Record set:
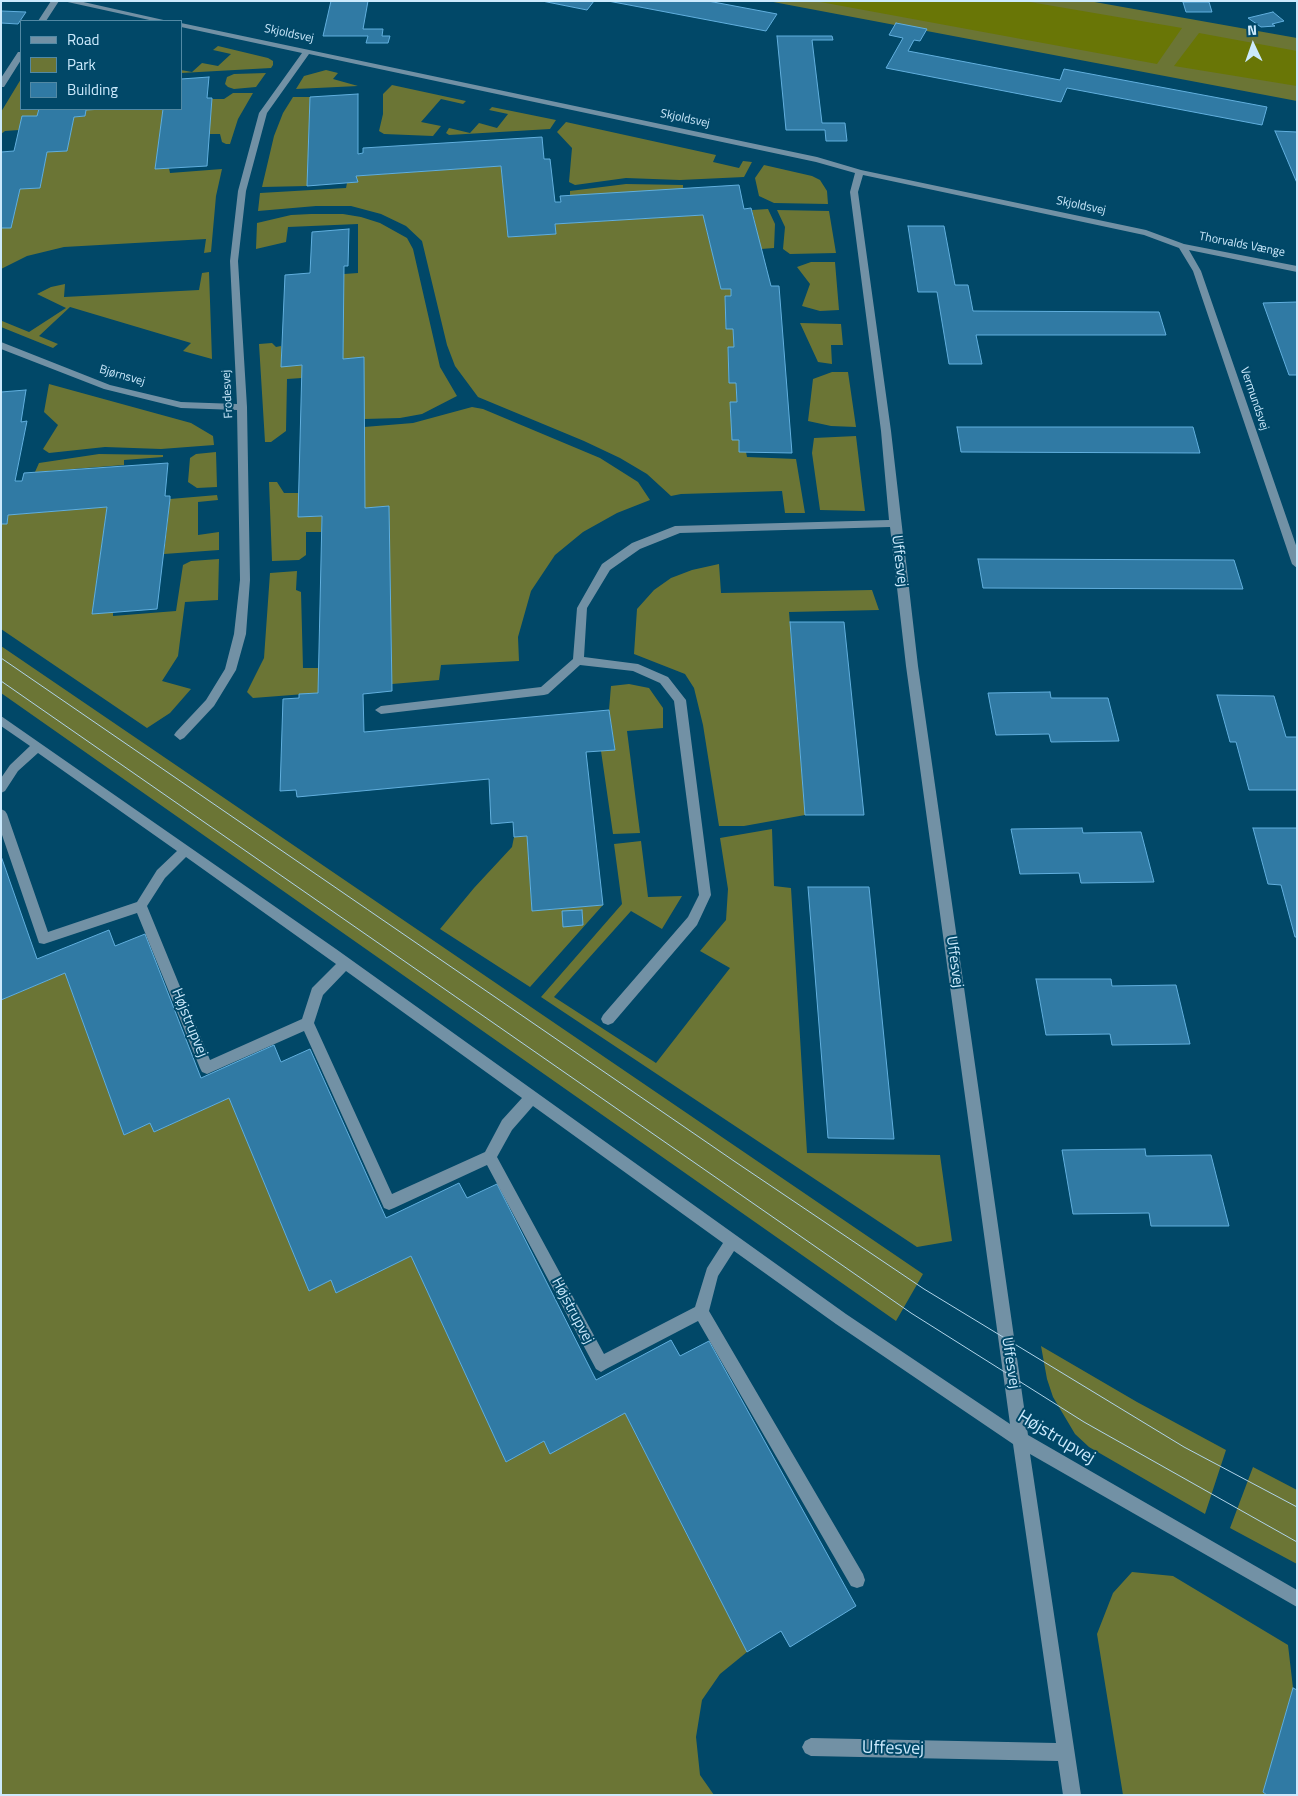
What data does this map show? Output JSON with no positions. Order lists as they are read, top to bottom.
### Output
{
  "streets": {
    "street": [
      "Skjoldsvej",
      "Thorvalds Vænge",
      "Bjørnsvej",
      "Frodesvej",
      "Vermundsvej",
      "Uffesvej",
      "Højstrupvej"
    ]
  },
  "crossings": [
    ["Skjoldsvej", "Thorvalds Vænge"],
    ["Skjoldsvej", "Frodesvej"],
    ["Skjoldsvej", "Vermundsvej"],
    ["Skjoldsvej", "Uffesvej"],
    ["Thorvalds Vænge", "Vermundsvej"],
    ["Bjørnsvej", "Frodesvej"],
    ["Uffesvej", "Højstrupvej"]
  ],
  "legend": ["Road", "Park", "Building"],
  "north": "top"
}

...

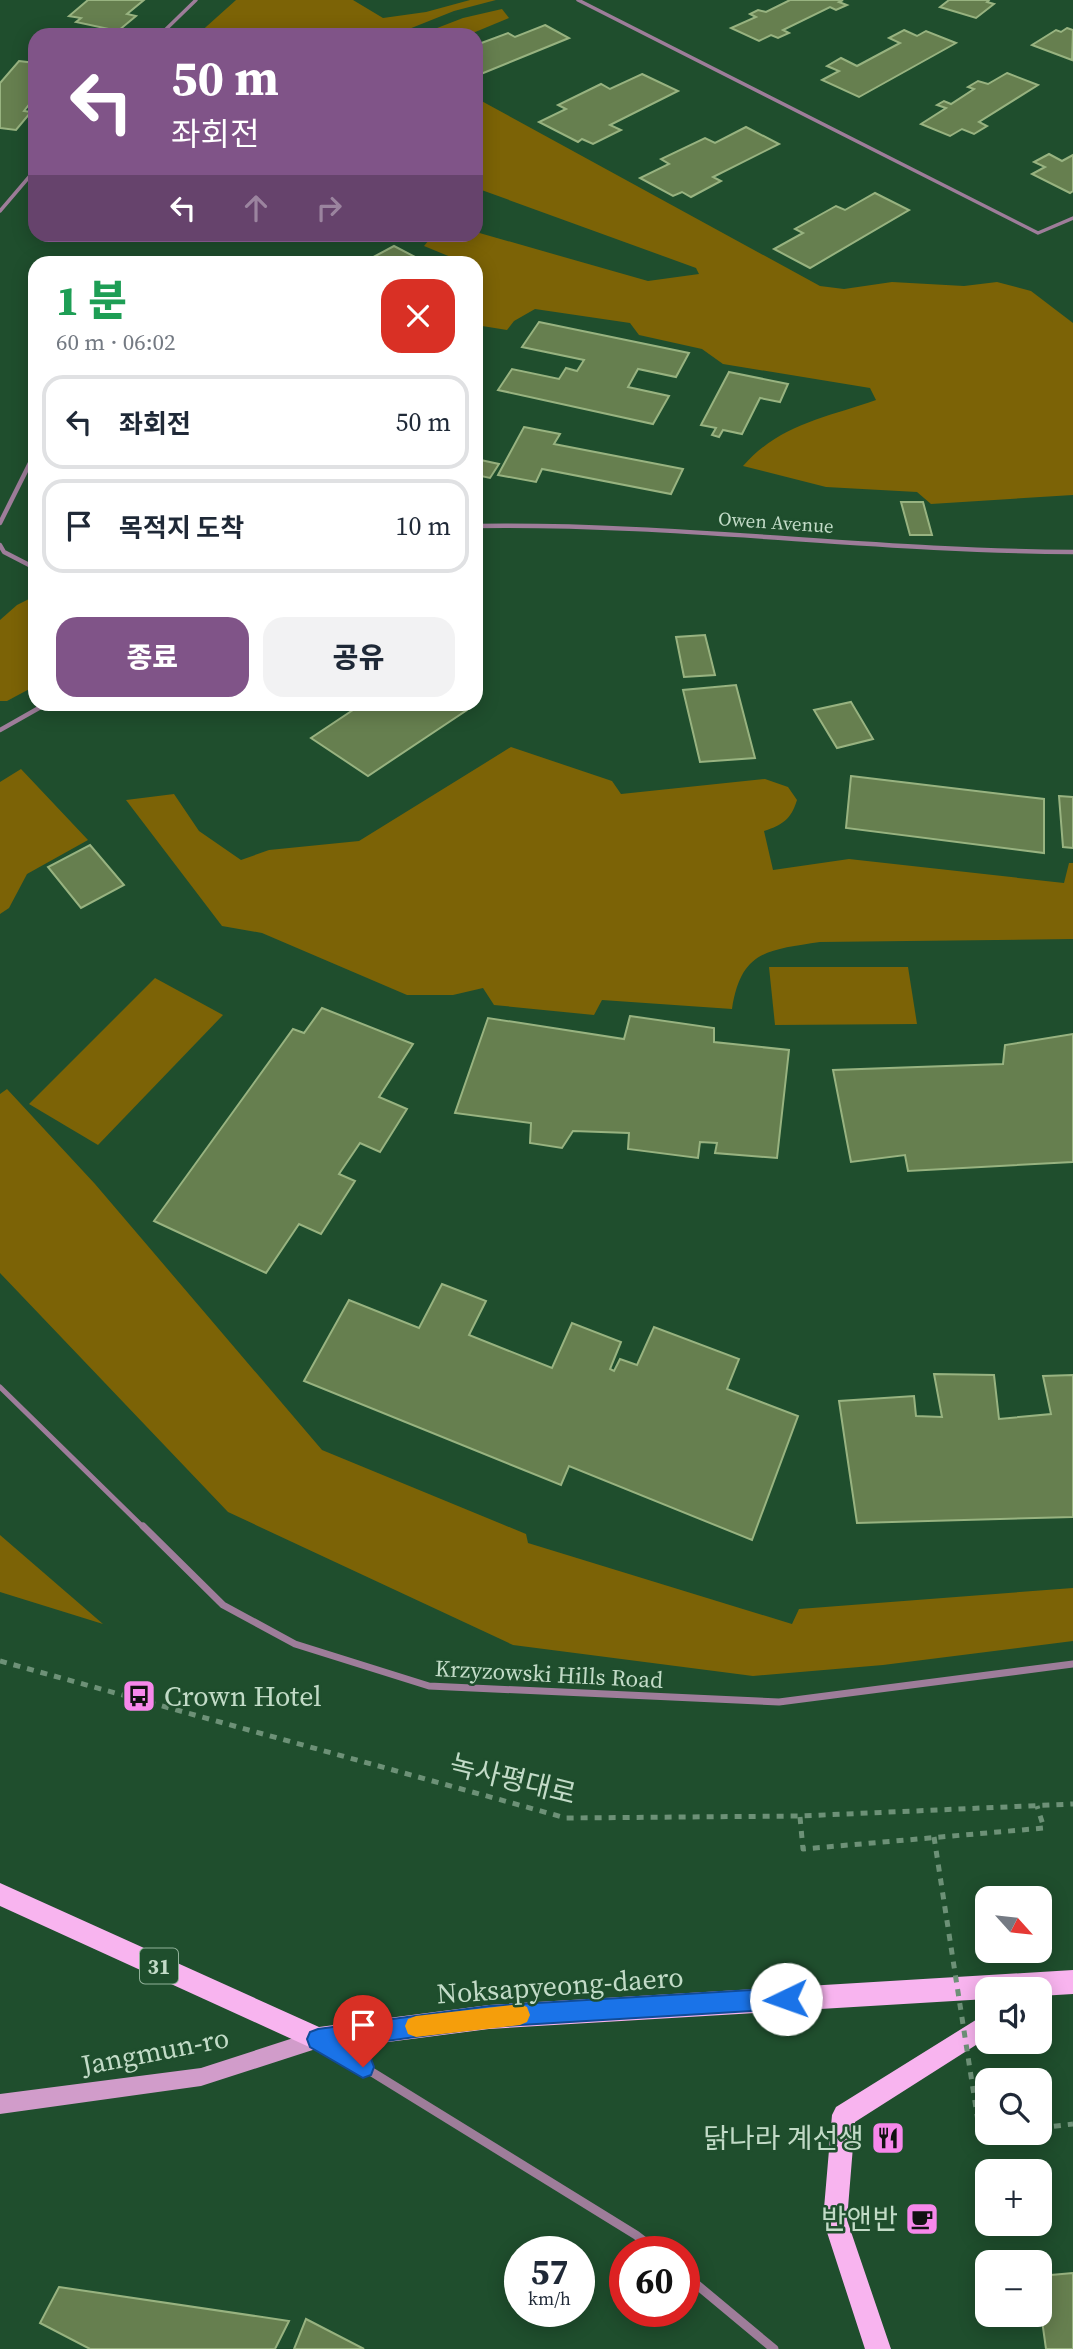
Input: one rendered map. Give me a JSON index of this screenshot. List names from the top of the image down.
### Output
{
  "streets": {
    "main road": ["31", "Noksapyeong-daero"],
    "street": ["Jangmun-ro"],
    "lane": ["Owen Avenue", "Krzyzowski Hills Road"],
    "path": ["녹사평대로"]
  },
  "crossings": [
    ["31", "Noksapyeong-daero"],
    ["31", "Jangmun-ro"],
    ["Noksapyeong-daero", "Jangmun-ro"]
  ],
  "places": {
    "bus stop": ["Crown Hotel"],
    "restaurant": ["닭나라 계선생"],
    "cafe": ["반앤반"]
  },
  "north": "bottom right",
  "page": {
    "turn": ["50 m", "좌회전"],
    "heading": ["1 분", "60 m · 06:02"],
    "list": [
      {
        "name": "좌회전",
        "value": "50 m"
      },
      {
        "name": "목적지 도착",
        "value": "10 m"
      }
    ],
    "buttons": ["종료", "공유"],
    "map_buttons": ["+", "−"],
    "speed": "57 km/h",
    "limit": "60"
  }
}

Goal of the exercise: Go through the material above and copy each line that holds the string "this".

Expected output:
What data does this map show? Output JSON with no positions. Order lists as they are read, top to bottom.
Input: one rendered map. Give me a JSON index of this screenshot. List names from the top of the image down.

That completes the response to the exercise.